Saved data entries
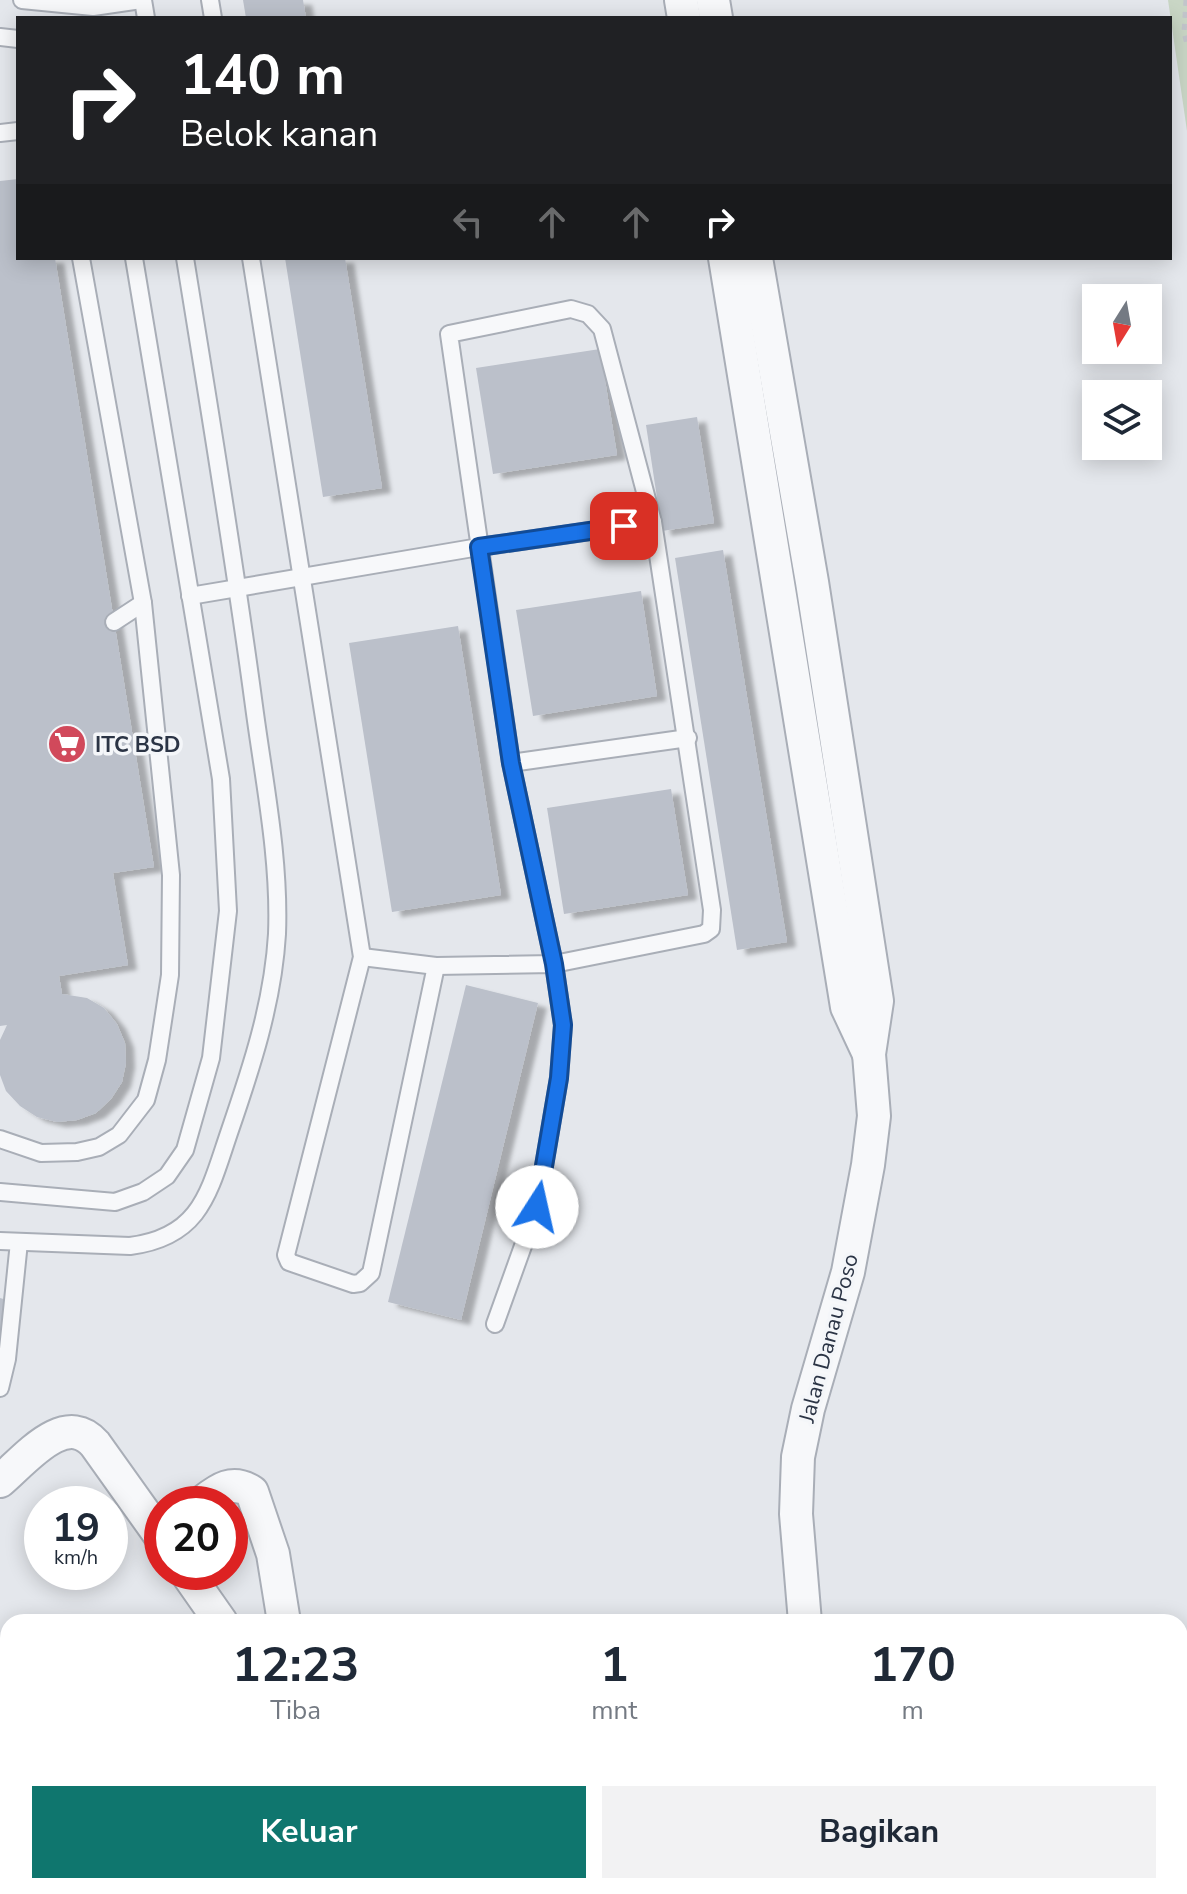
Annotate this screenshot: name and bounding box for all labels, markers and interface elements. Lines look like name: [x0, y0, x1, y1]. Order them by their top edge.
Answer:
text: 140 m: [180, 37, 345, 114]
icon: right: [48, 48, 152, 152]
text: Belok kanan: [180, 110, 378, 159]
icon: left: [446, 200, 490, 244]
icon: ahead: [530, 200, 574, 244]
icon: ahead: [614, 200, 658, 244]
icon: right: [698, 200, 742, 244]
north arrow: [1082, 284, 1162, 364]
map controls: [1082, 284, 1162, 460]
button: layers: [1082, 380, 1162, 460]
pin: [590, 492, 658, 560]
icon: arrive: [602, 504, 646, 548]
supermarket icon: ITC BSD: [46, 723, 88, 765]
place label: ITC BSD: [95, 730, 181, 760]
position arrow: [495, 1165, 579, 1249]
street label: Jalan Danau Poso: [792, 1250, 866, 1427]
speed limit sign: 20: [144, 1486, 248, 1590]
text: 19: [52, 1501, 100, 1555]
text: km/h: [54, 1544, 98, 1571]
text: 12:23: [232, 1632, 359, 1698]
text: 1: [600, 1632, 629, 1698]
text: 170: [869, 1632, 956, 1698]
text: Tiba: [270, 1693, 321, 1728]
text: mnt: [591, 1693, 637, 1728]
text: m: [902, 1693, 924, 1728]
button: Keluar: [32, 1786, 586, 1878]
button: Bagikan: [602, 1786, 1156, 1878]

- WHAT YOU HAVE TO DO -
Every record above must be repeated exactly, with the pictures dropped.

- TASK OUTPUT -
Annotate this screenshot: name and bounding box for all labels, markers and interface elements. Lines look like name: [x0, y0, x1, y1]. Order them by their top edge.
Answer:
text: 140 m: [180, 37, 345, 114]
icon: right: [48, 48, 152, 152]
text: Belok kanan: [180, 110, 378, 159]
icon: left: [446, 200, 490, 244]
icon: ahead: [530, 200, 574, 244]
icon: ahead: [614, 200, 658, 244]
icon: right: [698, 200, 742, 244]
north arrow: [1082, 284, 1162, 364]
map controls: [1082, 284, 1162, 460]
button: layers: [1082, 380, 1162, 460]
pin: [590, 492, 658, 560]
icon: arrive: [602, 504, 646, 548]
supermarket icon: ITC BSD: [46, 723, 88, 765]
place label: ITC BSD: [95, 730, 181, 760]
position arrow: [495, 1165, 579, 1249]
street label: Jalan Danau Poso: [792, 1250, 866, 1427]
speed limit sign: 20: [144, 1486, 248, 1590]
text: 19: [52, 1501, 100, 1555]
text: km/h: [54, 1544, 98, 1571]
text: 12:23: [232, 1632, 359, 1698]
text: 1: [600, 1632, 629, 1698]
text: 170: [869, 1632, 956, 1698]
text: Tiba: [270, 1693, 321, 1728]
text: mnt: [591, 1693, 637, 1728]
text: m: [902, 1693, 924, 1728]
button: Keluar: [32, 1786, 586, 1878]
button: Bagikan: [602, 1786, 1156, 1878]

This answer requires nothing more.